• About this task
Use the entries below and reproduce exactly the lines from the one containing "M1,919L53,980L36,1003L4,978L0,983Z" down to the one containing "M2135,1075L2279,953L2512,811", both of them included.
== Dataset entries
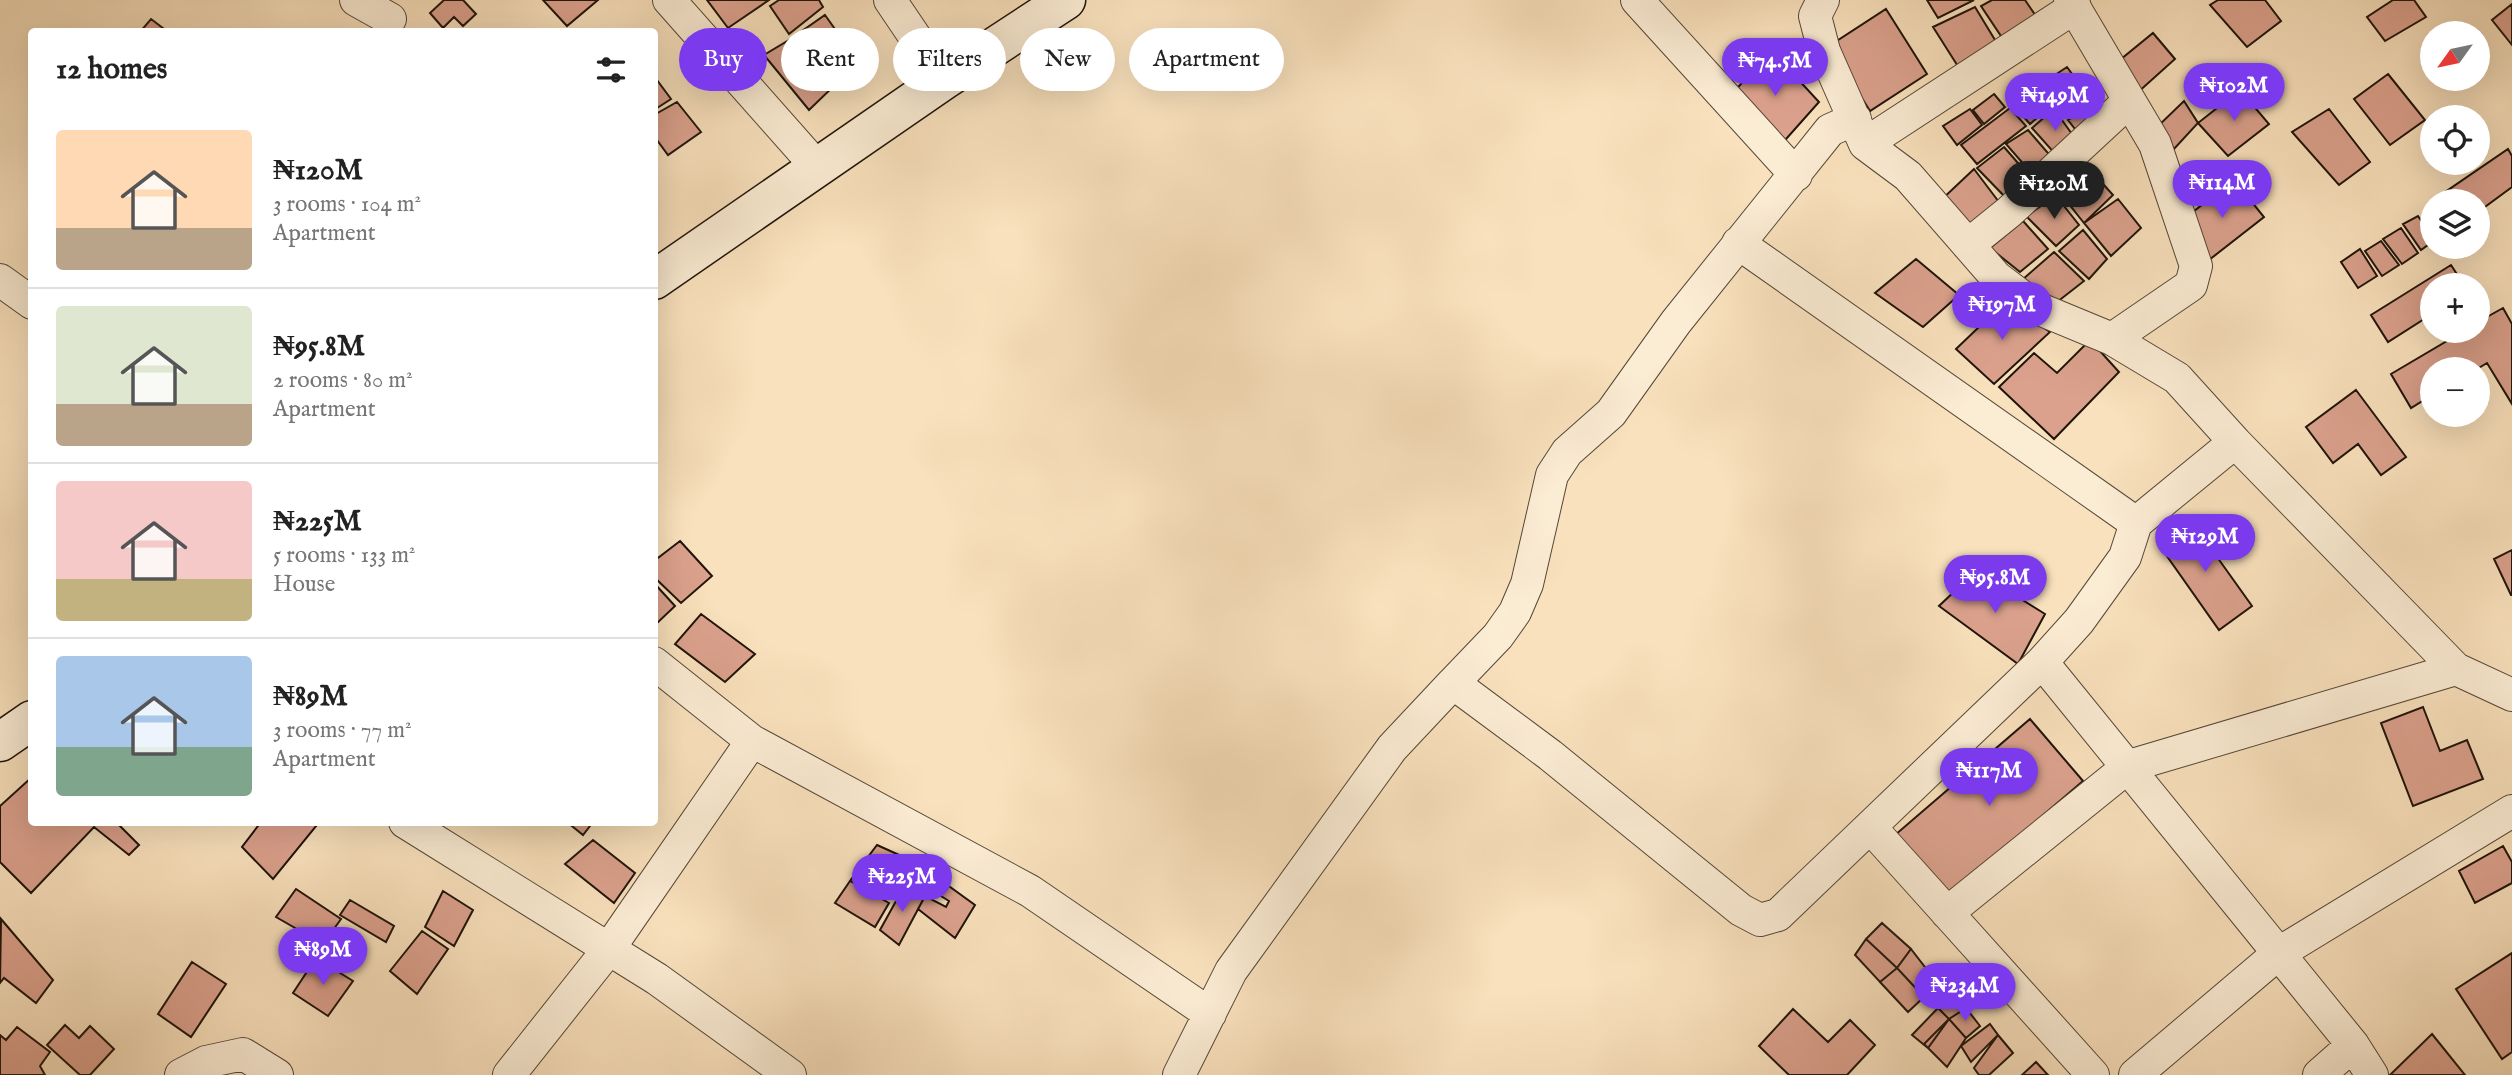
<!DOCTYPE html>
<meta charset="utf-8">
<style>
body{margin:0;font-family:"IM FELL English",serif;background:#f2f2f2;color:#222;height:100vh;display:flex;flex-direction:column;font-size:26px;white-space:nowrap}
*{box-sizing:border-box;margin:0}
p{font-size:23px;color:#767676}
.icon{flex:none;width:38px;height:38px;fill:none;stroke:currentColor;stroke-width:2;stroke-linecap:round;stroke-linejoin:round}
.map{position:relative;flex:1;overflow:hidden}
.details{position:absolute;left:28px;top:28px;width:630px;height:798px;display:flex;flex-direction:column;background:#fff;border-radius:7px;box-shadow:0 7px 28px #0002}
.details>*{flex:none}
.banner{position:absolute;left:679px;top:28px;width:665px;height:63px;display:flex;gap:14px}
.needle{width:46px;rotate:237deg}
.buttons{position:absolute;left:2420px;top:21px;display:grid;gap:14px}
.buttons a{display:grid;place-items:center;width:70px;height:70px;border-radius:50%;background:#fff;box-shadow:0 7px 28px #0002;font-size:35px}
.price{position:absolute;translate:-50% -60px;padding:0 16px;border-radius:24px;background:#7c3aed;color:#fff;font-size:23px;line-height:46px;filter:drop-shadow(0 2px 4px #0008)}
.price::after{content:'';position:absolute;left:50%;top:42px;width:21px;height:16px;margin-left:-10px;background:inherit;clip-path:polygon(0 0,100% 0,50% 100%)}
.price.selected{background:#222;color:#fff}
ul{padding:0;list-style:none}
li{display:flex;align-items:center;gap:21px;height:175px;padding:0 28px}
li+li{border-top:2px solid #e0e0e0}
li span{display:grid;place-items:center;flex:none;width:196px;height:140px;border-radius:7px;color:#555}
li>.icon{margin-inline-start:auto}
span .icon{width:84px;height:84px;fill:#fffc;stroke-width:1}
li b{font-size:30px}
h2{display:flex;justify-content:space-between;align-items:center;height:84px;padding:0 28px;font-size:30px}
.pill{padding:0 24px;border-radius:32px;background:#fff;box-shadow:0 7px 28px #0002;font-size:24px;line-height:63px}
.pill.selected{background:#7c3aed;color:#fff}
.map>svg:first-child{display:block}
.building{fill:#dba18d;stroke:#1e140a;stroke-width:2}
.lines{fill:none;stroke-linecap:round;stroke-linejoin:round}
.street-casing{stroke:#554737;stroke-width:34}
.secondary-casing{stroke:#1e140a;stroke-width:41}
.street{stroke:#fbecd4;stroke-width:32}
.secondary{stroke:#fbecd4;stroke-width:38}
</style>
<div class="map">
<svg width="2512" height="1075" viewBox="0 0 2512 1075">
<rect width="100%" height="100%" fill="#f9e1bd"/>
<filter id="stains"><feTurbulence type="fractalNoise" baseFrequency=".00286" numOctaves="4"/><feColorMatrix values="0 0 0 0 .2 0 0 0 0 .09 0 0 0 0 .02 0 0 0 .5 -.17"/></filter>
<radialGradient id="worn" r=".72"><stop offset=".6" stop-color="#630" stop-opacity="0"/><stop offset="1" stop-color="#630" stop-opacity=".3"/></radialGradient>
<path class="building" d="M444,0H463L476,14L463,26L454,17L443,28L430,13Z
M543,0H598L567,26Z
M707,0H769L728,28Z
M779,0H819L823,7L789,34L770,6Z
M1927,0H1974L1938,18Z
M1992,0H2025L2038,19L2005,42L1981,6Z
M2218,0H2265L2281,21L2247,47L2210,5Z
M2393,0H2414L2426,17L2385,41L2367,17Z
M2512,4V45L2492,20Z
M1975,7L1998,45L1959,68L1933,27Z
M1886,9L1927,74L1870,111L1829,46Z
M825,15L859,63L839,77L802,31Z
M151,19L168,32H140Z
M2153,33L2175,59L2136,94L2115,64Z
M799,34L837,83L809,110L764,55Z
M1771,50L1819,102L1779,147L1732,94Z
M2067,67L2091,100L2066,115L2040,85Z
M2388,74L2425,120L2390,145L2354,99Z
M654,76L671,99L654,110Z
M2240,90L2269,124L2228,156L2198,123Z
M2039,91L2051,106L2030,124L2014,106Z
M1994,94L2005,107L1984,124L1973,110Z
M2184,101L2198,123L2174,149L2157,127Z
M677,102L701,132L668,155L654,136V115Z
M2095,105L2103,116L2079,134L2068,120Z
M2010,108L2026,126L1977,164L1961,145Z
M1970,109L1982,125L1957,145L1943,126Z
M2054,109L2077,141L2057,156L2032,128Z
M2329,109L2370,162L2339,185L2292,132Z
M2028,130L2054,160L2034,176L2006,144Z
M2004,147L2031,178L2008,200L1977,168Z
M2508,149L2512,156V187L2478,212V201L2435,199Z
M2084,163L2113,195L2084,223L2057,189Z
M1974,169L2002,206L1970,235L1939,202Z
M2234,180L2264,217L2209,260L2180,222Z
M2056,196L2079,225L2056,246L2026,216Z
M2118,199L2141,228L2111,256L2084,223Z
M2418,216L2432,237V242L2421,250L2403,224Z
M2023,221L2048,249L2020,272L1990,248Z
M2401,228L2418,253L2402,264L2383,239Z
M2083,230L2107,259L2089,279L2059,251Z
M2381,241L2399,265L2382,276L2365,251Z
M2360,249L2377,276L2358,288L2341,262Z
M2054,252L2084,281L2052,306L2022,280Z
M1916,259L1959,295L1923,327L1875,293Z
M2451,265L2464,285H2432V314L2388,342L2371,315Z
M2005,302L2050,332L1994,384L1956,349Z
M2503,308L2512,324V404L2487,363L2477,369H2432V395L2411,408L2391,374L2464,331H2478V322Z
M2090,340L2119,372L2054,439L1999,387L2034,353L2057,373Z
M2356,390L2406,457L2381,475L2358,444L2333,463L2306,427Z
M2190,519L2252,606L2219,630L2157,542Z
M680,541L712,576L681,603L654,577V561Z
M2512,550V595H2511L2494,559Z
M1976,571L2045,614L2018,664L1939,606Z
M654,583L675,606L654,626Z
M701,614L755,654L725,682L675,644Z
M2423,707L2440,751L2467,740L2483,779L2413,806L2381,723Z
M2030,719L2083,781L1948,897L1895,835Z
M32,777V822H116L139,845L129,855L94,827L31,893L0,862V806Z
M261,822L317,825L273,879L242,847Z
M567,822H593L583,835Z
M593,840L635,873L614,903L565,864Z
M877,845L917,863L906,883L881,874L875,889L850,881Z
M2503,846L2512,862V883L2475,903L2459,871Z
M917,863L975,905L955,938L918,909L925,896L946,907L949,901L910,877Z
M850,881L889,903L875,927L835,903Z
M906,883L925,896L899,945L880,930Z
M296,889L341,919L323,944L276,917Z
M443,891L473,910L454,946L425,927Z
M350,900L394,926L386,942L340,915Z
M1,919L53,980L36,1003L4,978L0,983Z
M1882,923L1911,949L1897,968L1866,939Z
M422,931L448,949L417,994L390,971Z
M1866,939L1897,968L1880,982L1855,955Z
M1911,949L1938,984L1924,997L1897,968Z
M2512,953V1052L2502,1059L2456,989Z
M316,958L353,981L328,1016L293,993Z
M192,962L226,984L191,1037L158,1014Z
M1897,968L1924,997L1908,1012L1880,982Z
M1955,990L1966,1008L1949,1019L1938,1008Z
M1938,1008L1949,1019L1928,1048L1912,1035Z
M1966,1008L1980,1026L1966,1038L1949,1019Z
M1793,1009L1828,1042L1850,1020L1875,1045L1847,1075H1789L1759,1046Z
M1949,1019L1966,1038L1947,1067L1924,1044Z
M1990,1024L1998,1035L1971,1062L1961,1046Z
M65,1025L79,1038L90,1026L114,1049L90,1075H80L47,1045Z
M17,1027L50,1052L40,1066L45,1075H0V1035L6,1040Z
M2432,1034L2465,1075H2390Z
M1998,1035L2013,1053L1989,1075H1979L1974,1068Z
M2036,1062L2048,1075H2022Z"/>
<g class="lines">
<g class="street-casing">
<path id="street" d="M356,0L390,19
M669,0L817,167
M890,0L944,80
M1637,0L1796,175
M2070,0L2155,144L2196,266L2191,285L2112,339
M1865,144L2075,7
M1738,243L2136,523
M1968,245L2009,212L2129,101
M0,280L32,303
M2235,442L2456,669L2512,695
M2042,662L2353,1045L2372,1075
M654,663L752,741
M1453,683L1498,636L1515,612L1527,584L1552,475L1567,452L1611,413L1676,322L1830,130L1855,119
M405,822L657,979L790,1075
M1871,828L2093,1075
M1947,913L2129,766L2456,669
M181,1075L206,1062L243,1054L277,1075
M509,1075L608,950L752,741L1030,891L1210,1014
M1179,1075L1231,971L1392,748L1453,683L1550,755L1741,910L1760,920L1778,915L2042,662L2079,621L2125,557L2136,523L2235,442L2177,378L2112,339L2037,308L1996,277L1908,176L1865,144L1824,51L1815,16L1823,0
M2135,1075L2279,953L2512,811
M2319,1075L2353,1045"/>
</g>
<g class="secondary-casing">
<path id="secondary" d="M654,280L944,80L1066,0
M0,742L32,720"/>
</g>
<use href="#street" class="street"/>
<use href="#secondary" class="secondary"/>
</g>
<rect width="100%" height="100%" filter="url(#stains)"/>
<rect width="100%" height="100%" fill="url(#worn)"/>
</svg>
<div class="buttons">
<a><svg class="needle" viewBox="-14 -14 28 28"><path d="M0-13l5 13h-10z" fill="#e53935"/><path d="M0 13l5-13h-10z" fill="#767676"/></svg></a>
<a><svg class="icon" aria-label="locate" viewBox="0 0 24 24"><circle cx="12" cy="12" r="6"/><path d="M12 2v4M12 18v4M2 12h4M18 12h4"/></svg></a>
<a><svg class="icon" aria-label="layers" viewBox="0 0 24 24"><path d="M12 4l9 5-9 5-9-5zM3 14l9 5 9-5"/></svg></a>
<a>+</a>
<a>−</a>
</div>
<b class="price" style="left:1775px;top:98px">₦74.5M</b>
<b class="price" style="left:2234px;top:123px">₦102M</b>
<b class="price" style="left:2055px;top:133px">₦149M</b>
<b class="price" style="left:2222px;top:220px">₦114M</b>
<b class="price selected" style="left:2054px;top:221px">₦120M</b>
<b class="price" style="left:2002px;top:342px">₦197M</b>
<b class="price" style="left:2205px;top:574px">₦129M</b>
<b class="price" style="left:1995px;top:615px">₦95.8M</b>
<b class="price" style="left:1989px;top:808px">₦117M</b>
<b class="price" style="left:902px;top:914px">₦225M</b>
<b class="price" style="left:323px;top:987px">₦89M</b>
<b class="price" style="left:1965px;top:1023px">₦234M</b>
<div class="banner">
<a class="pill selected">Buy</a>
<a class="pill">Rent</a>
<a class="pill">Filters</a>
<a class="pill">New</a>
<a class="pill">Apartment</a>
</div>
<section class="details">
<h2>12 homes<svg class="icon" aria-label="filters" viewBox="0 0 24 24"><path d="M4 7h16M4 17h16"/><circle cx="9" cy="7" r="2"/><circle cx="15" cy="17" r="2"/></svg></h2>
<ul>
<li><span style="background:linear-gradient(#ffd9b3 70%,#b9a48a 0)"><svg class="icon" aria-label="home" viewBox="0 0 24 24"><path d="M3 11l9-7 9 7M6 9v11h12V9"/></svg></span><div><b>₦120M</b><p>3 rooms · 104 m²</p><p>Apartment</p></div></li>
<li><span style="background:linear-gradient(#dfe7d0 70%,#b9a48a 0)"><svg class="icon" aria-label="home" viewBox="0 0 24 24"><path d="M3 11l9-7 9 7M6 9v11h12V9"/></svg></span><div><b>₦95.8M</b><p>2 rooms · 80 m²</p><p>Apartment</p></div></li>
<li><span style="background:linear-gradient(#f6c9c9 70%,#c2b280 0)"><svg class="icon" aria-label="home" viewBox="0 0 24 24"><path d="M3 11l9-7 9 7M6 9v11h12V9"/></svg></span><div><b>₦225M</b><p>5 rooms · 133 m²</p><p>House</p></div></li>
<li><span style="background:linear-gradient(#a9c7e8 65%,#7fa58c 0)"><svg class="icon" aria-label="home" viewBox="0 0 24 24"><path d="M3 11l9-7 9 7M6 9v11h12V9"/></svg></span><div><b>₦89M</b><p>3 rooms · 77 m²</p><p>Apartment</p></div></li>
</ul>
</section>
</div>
====
• Solution to the exercise
M1,919L53,980L36,1003L4,978L0,983Z
M1882,923L1911,949L1897,968L1866,939Z
M422,931L448,949L417,994L390,971Z
M1866,939L1897,968L1880,982L1855,955Z
M1911,949L1938,984L1924,997L1897,968Z
M2512,953V1052L2502,1059L2456,989Z
M316,958L353,981L328,1016L293,993Z
M192,962L226,984L191,1037L158,1014Z
M1897,968L1924,997L1908,1012L1880,982Z
M1955,990L1966,1008L1949,1019L1938,1008Z
M1938,1008L1949,1019L1928,1048L1912,1035Z
M1966,1008L1980,1026L1966,1038L1949,1019Z
M1793,1009L1828,1042L1850,1020L1875,1045L1847,1075H1789L1759,1046Z
M1949,1019L1966,1038L1947,1067L1924,1044Z
M1990,1024L1998,1035L1971,1062L1961,1046Z
M65,1025L79,1038L90,1026L114,1049L90,1075H80L47,1045Z
M17,1027L50,1052L40,1066L45,1075H0V1035L6,1040Z
M2432,1034L2465,1075H2390Z
M1998,1035L2013,1053L1989,1075H1979L1974,1068Z
M2036,1062L2048,1075H2022Z"/>
<g class="lines">
<g class="street-casing">
<path id="street" d="M356,0L390,19
M669,0L817,167
M890,0L944,80
M1637,0L1796,175
M2070,0L2155,144L2196,266L2191,285L2112,339
M1865,144L2075,7
M1738,243L2136,523
M1968,245L2009,212L2129,101
M0,280L32,303
M2235,442L2456,669L2512,695
M2042,662L2353,1045L2372,1075
M654,663L752,741
M1453,683L1498,636L1515,612L1527,584L1552,475L1567,452L1611,413L1676,322L1830,130L1855,119
M405,822L657,979L790,1075
M1871,828L2093,1075
M1947,913L2129,766L2456,669
M181,1075L206,1062L243,1054L277,1075
M509,1075L608,950L752,741L1030,891L1210,1014
M1179,1075L1231,971L1392,748L1453,683L1550,755L1741,910L1760,920L1778,915L2042,662L2079,621L2125,557L2136,523L2235,442L2177,378L2112,339L2037,308L1996,277L1908,176L1865,144L1824,51L1815,16L1823,0
M2135,1075L2279,953L2512,811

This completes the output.